Stored records:
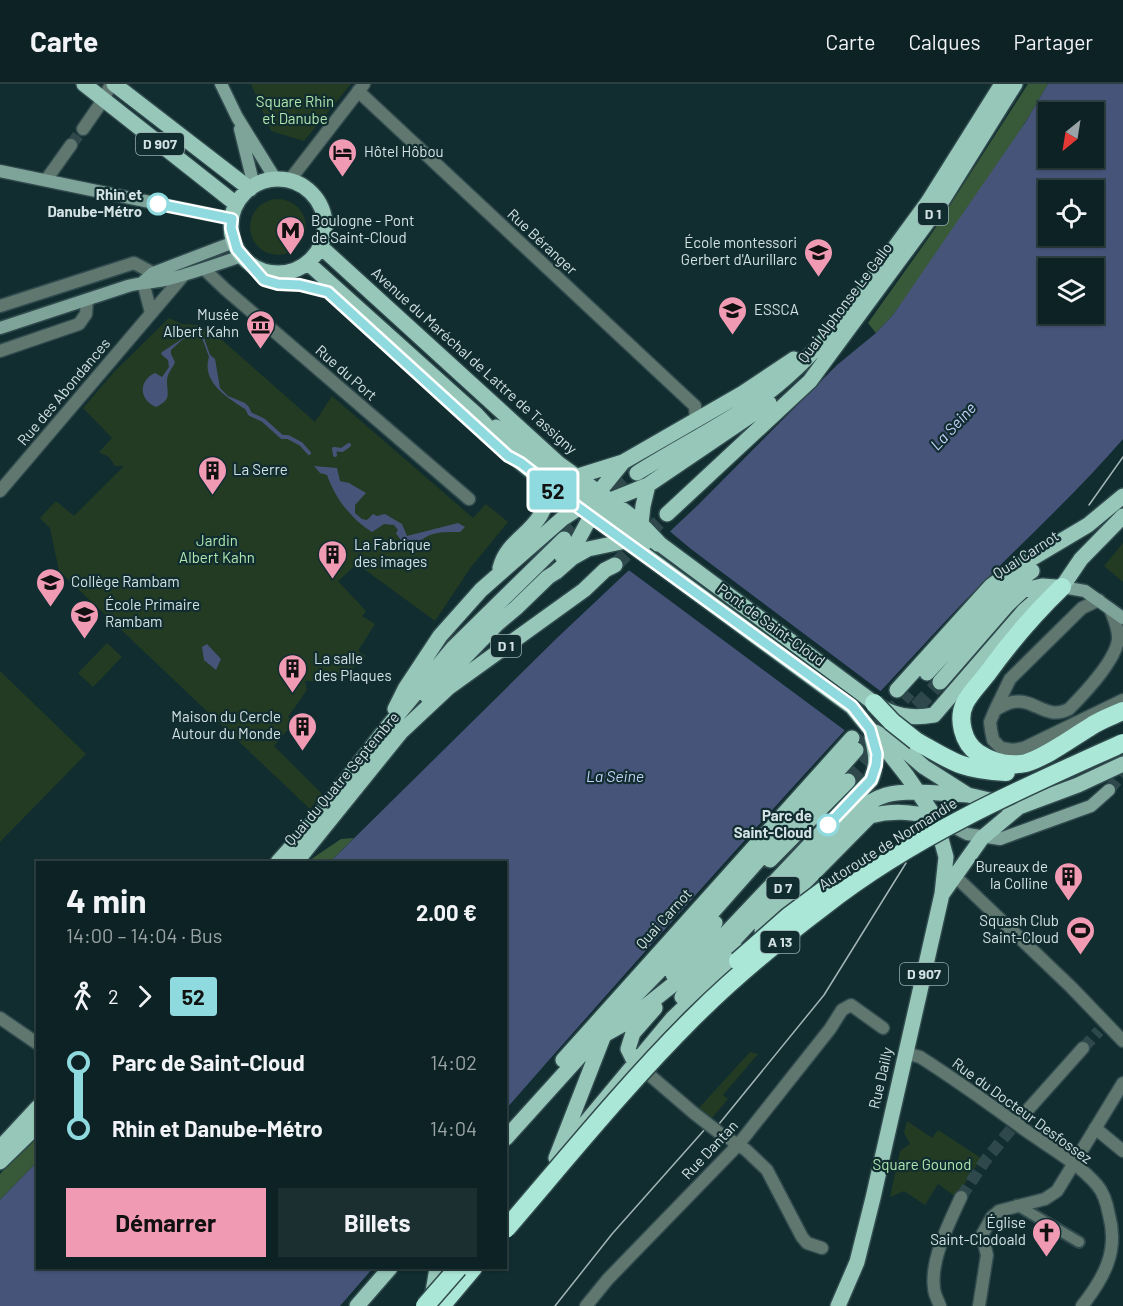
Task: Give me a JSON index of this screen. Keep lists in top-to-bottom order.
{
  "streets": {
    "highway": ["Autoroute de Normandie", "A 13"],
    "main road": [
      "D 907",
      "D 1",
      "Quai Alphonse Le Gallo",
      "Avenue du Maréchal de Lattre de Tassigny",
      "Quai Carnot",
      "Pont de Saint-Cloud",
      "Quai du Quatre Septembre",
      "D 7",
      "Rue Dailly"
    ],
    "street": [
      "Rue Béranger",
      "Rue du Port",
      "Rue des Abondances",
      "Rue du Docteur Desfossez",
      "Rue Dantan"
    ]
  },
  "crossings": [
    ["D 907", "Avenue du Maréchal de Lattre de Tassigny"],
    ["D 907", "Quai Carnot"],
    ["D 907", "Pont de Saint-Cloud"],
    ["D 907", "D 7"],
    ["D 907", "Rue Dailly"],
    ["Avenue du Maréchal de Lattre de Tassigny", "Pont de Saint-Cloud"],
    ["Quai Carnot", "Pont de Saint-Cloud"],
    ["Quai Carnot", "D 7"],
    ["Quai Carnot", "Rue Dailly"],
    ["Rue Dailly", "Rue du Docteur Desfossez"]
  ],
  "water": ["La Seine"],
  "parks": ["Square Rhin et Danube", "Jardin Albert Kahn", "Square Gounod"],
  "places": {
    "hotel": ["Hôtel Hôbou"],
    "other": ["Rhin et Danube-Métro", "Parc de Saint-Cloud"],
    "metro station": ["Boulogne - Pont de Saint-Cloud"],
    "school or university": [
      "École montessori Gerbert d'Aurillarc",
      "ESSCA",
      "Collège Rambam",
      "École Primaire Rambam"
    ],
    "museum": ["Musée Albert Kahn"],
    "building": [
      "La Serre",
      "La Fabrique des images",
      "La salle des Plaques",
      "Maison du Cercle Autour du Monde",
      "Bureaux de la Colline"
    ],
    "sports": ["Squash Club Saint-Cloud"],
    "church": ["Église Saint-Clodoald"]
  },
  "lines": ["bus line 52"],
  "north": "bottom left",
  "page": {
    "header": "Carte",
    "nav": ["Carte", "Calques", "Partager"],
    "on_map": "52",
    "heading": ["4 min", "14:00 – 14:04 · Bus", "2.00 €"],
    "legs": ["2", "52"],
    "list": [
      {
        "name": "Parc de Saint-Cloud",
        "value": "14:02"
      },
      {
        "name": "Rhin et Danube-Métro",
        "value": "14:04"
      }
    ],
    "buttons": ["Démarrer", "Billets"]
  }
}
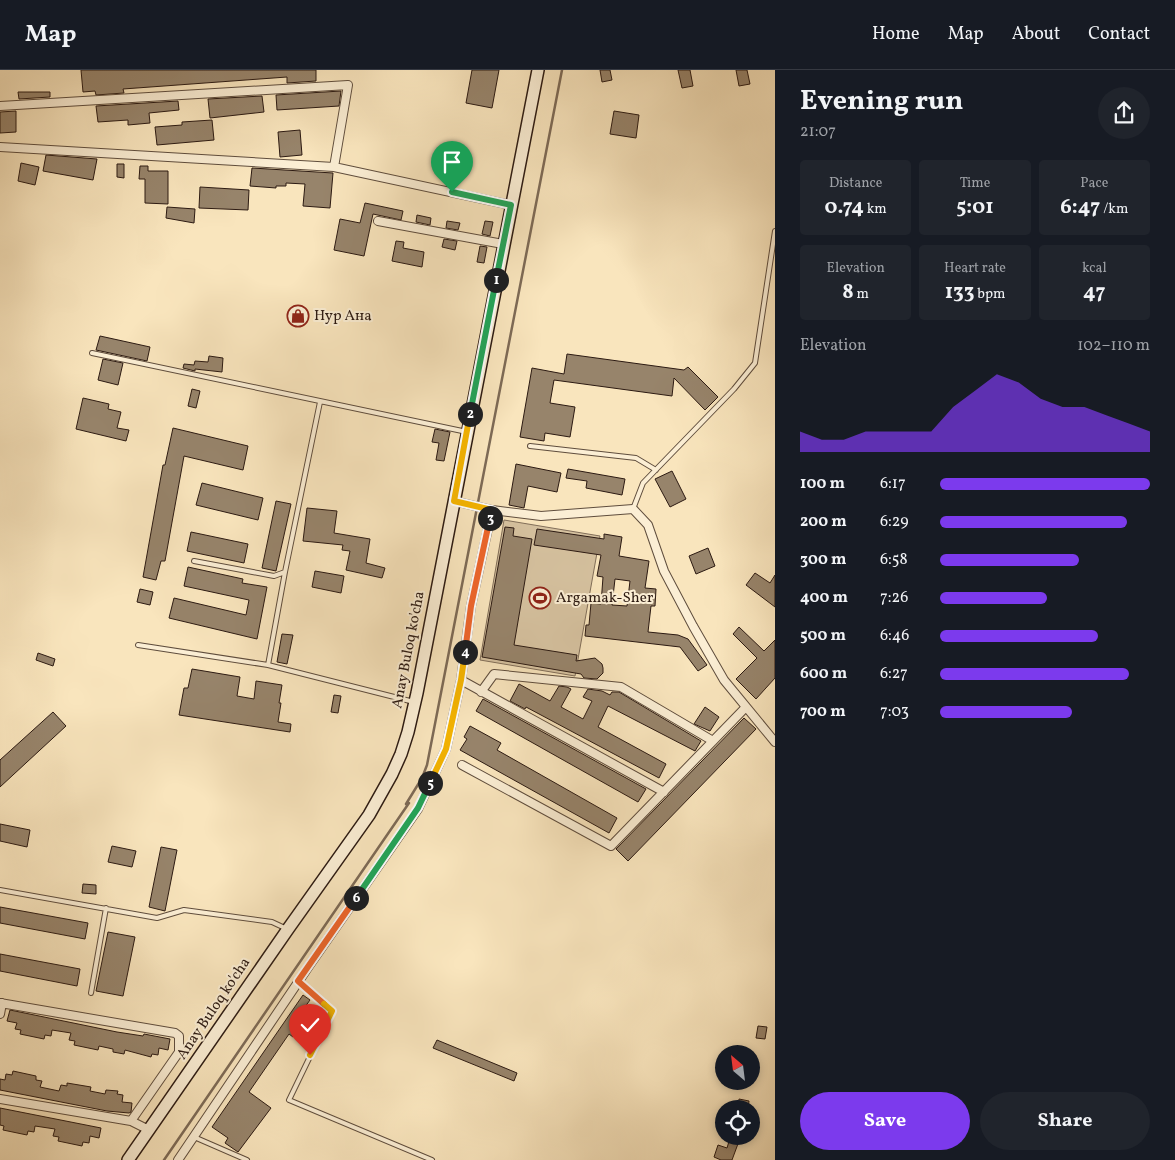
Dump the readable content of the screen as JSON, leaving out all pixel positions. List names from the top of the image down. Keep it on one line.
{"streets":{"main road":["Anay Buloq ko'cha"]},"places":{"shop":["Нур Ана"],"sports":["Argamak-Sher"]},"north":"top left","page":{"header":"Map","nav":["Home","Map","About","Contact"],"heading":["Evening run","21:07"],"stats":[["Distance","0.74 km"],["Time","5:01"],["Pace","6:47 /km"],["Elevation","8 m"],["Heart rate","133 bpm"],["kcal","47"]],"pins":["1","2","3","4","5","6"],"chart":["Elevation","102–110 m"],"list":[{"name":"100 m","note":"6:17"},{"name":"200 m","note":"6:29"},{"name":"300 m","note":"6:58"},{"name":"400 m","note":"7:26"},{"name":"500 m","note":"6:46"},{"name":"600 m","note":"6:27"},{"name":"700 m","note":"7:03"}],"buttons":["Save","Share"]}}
--
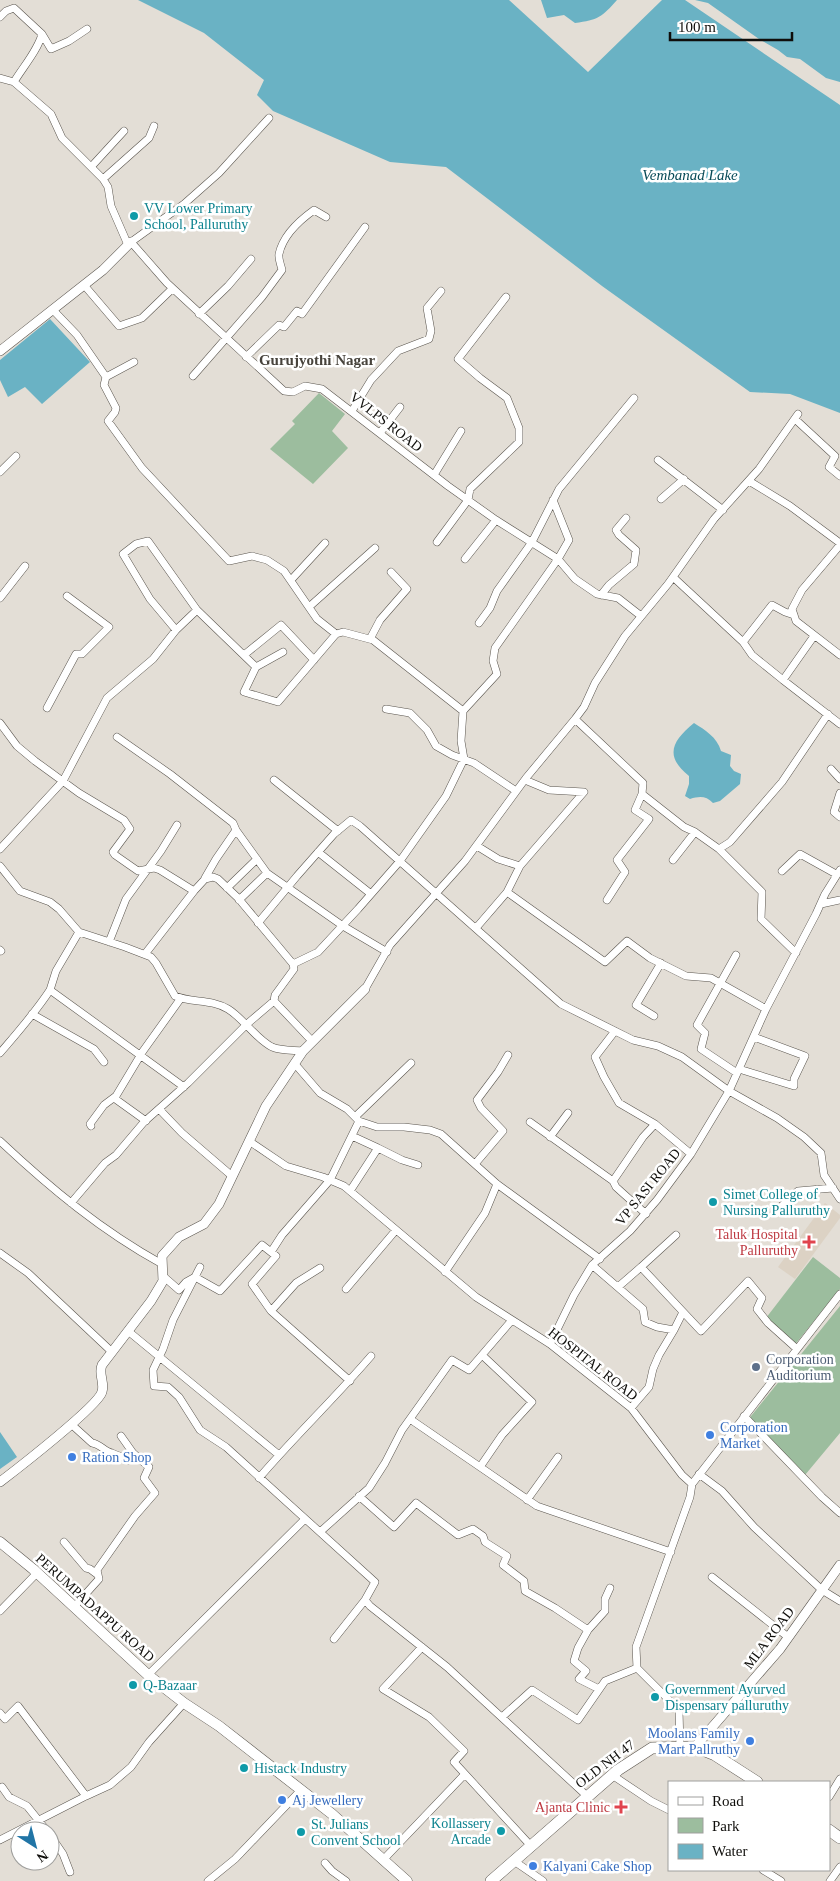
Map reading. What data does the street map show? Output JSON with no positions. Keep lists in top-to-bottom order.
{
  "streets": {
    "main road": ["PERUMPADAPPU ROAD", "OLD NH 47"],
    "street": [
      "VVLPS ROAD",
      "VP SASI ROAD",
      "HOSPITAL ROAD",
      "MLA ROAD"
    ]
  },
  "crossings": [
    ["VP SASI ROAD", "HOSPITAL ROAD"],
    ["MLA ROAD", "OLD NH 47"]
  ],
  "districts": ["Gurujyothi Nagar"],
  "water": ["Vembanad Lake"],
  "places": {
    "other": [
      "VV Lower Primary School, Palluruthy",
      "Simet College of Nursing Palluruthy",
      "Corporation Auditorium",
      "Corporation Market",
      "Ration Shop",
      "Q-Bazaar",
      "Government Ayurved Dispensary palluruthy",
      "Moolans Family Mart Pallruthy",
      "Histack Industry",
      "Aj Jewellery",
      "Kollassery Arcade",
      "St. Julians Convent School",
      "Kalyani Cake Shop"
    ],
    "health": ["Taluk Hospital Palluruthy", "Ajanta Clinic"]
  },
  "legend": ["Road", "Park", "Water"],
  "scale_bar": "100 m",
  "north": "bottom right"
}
* * *
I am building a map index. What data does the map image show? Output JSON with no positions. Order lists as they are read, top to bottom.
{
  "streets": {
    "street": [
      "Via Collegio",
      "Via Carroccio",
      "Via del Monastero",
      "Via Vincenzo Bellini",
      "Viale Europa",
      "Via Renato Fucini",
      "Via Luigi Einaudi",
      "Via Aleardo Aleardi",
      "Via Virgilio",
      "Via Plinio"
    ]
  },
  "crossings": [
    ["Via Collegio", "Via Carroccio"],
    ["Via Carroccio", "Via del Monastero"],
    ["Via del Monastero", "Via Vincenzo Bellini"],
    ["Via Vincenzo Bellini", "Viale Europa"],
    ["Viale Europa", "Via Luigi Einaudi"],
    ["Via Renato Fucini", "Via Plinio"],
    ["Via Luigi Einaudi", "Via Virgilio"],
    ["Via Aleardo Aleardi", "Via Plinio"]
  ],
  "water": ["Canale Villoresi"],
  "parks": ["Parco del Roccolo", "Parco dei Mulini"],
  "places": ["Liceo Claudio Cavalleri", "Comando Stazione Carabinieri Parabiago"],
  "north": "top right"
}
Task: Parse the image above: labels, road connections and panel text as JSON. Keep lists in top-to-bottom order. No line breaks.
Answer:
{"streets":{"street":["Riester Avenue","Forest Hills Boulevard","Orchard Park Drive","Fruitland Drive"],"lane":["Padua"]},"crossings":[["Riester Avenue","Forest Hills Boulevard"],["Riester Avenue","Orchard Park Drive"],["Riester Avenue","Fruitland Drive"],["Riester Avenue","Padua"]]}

YOUR INSTRUCTIONS: What do the lines above say from the one containing "I am building" down to the one containing "Task: Parse the"? Return them exactly, both end lines included, and only them.

SOLUTION:
I am building a map index. What data does the map image show? Output JSON with no positions. Order lists as they are read, top to bottom.
{
  "streets": {
    "street": [
      "Via Collegio",
      "Via Carroccio",
      "Via del Monastero",
      "Via Vincenzo Bellini",
      "Viale Europa",
      "Via Renato Fucini",
      "Via Luigi Einaudi",
      "Via Aleardo Aleardi",
      "Via Virgilio",
      "Via Plinio"
    ]
  },
  "crossings": [
    ["Via Collegio", "Via Carroccio"],
    ["Via Carroccio", "Via del Monastero"],
    ["Via del Monastero", "Via Vincenzo Bellini"],
    ["Via Vincenzo Bellini", "Viale Europa"],
    ["Viale Europa", "Via Luigi Einaudi"],
    ["Via Renato Fucini", "Via Plinio"],
    ["Via Luigi Einaudi", "Via Virgilio"],
    ["Via Aleardo Aleardi", "Via Plinio"]
  ],
  "water": ["Canale Villoresi"],
  "parks": ["Parco del Roccolo", "Parco dei Mulini"],
  "places": ["Liceo Claudio Cavalleri", "Comando Stazione Carabinieri Parabiago"],
  "north": "top right"
}
Task: Parse the image above: labels, road connections and panel text as JSON. Keep lists in top-to-bottom order. No line breaks.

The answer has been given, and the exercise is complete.